Even with family-minded accommodations, the community was very isolated.
What set Lake Camp truly apart from camps across BC was the close-knit nature of the community. The availability of family-style housing created a sense of neighbourly respect and responsibility. They celebrated the paydays and good times, yet when times were tough, there was a sense of community solidarity and support for one another.

Two logger kids had got into the habit of swearing all the time, and their mother asked the husband how to stop them and was told to give them a good cuff on the ear every time she heard them swearing.
Wallace Baikie, Mountain Timber
The School House
In October 1933, a school was built using Comox Logging and Railway Company resources.
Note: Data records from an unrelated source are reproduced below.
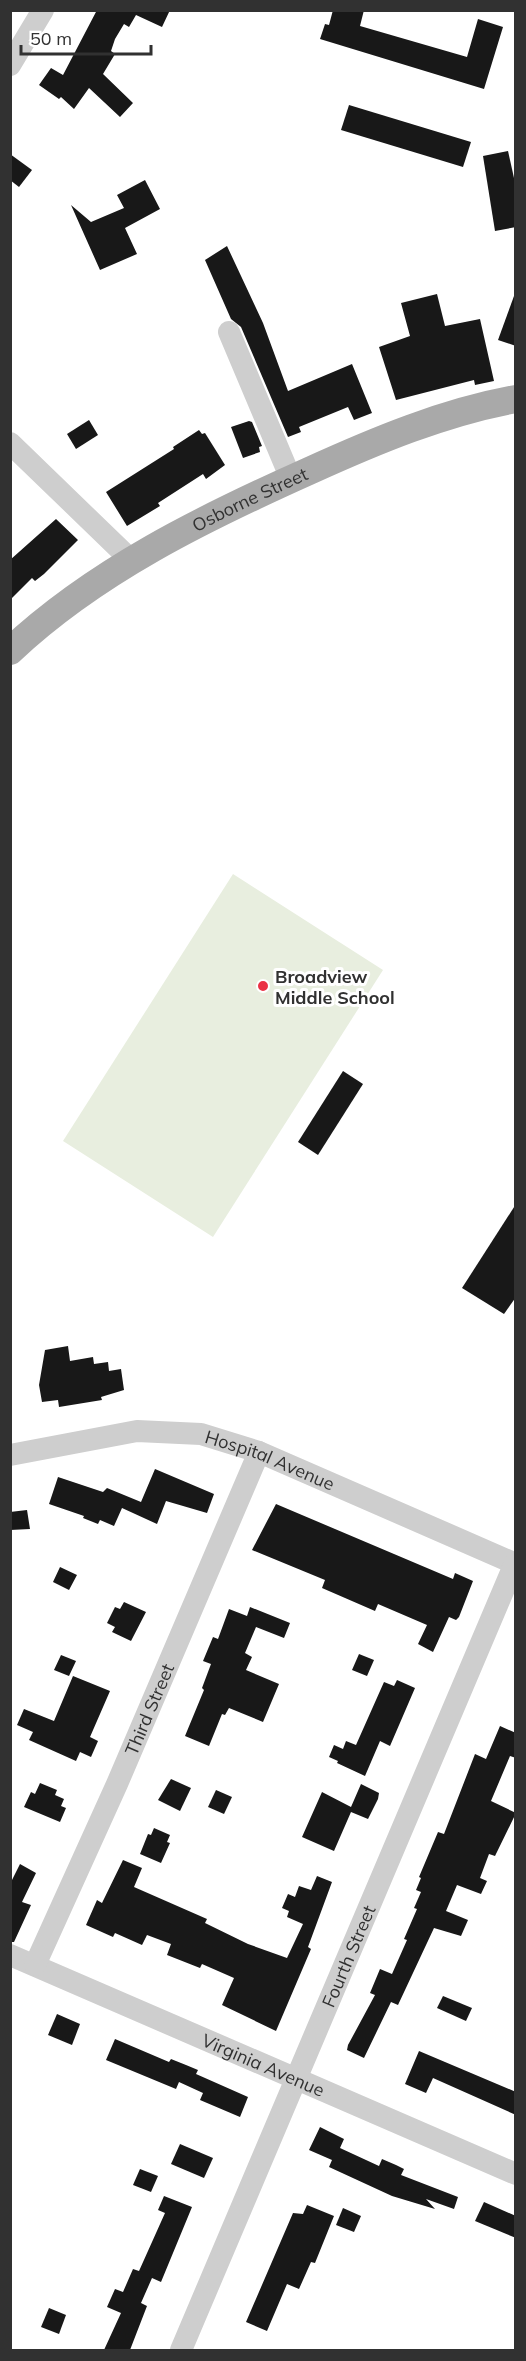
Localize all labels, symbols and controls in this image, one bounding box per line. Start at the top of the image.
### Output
scale bar [21,18,152,56]
text: 50 m [30,27,72,50]
street label: Osborne Street [188,462,311,536]
place label: Broadview Middle School [275,965,395,1009]
marker: Broadview Middle School [256,979,270,993]
street label: Hospital Avenue [203,1425,338,1495]
street label: Third Street [119,1660,179,1759]
street label: Fourth Street [316,1901,380,2011]
street label: Virginia Avenue [198,2028,328,2101]

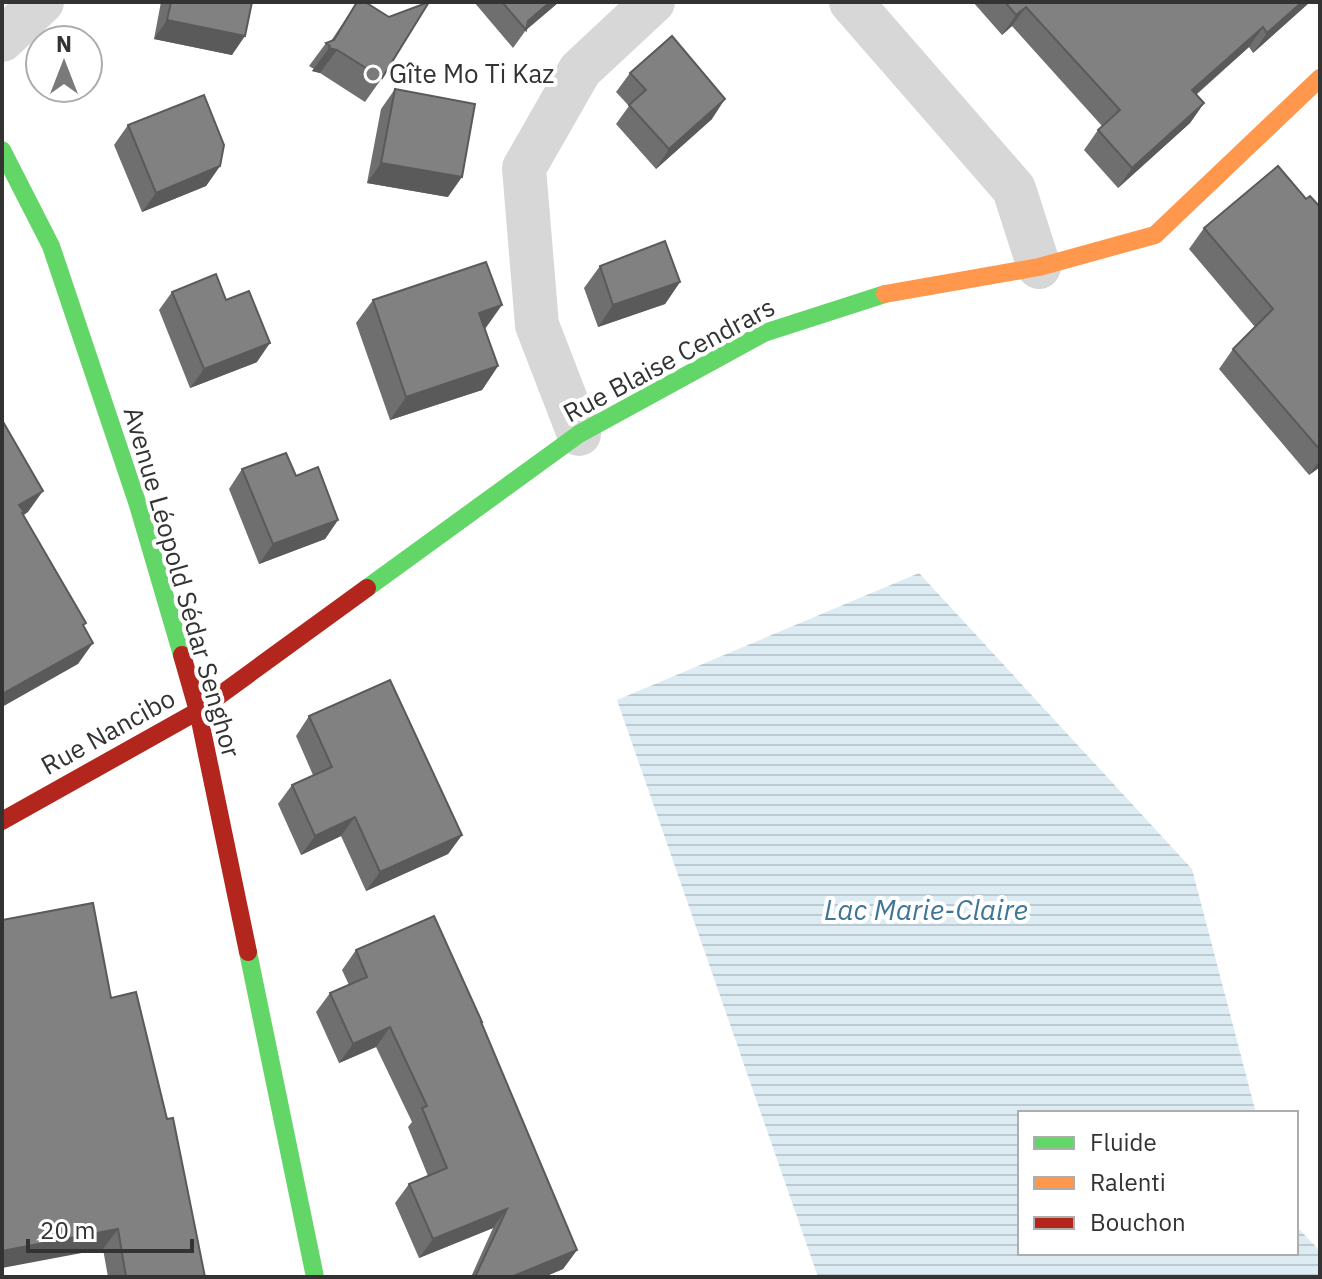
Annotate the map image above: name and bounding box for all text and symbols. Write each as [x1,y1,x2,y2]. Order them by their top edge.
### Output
north arrow [24,24,104,104]
text: N [56,29,72,58]
place label: Gîte Mo Ti Kaz [389,56,554,90]
marker: Gîte Mo Ti Kaz [364,65,382,83]
street label: Rue Blaise Cendrars [557,289,780,429]
street label: Avenue Léopold Sédar Senghor [117,402,249,761]
street label: Rue Nancibo [35,680,181,782]
water label: Lac Marie-Claire [824,891,1028,928]
legend [1018,1111,1298,1255]
text: Fluide [1090,1126,1157,1158]
text: Ralenti [1090,1166,1166,1198]
scale bar [28,1203,192,1253]
text: Bouchon [1090,1206,1186,1238]
text: 20 m [40,1214,95,1246]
Children would no longer be running around camp causing mischief but putting pencil to paper in the classroom. The school only had two teachers: Agnes Henning (1933 to 1935) and Patricia Williams (1935 to 1937). Agnes and Patrica faced a tough task with the children of Lake Camp. Influenced heavily by being surrounded by working men for all their lives, the kids had adopted many of their crude manners and language. The school closed in 1937 when a large portion of the workforce moved to the Cruickshank Camp, which comprised mainly single men and not family accommodations.
"Every night after work, people worked on that hall. A lot of the little finishing touches were the result of individual ideas, things the men saw in the bush and brought back, like the strangely shaped limbs used for handrails and the table made of a large burl cut through the middle horizontally with a section of trunk left at each end to act as legs."
Pat Williams, Mountain Timber
After months of hard work during off hours, the Lake Camp community had a new social hall. Opening on May 1934, a dance hall carefully crafted with fine detailed finishings, the building was their pride and joy. Proceeds of the opening dance went to St. Joseph's Hospital in Comox, known locally as the loggers' hospital. Dances and events often coincided with paydays. But the dance hall wasn’t just adults prancing across the wooden floors. Joy McKenzie gave dancing lessons to the kids, and each year, the school put on a Christmas concert.

He can hardly hear at all, but when Wattie Whyte holds up a certain number of fingers, Brownie will bark out the number[….]Brownie learned to count when he was a pup. He used to go out into the woods and listen to the signals the men were passing back to the donkey. He'd bark one for every 'yo.'
(Newspaper Article reference needed)
Man's Best Friend
It was seldom that you’d see Walter Whyte around Lake Camp without his trusted companion, Brownie. Although not the spryest of old dogs, Brownie had a special talent that set him apart from the rest: she could count. Word of her unique ability drew reporters from across the Valley to see for themselves.

"No logging camp is complete without its mascot, and Josie, the little [racoon], is the pet of the Comox Lake camp of the Comox Logging Company…She is the most affectionate little thing you ever saw and clean as a cat."
Comox Argus, 1993
Pest or Pet
Scurrying down plankways and hopping between buildings, Lake Camp was crawling with racoons. Some caused mischief wherever they went, answering only to the wild. But for others, they became domesticated and, in two instances, even beloved pets!
The star attraction of camp was Josie the raccoon, though. Making headlines in the paper! But not everyone in the camp was enamored with Josie and Rosie, the two pet racoons. No one knows for sure what happened to Josie,... some say she was killed by the cook, others say she returned to the wilds. One thing remains certain, though, her memory of being a menace around camp remains.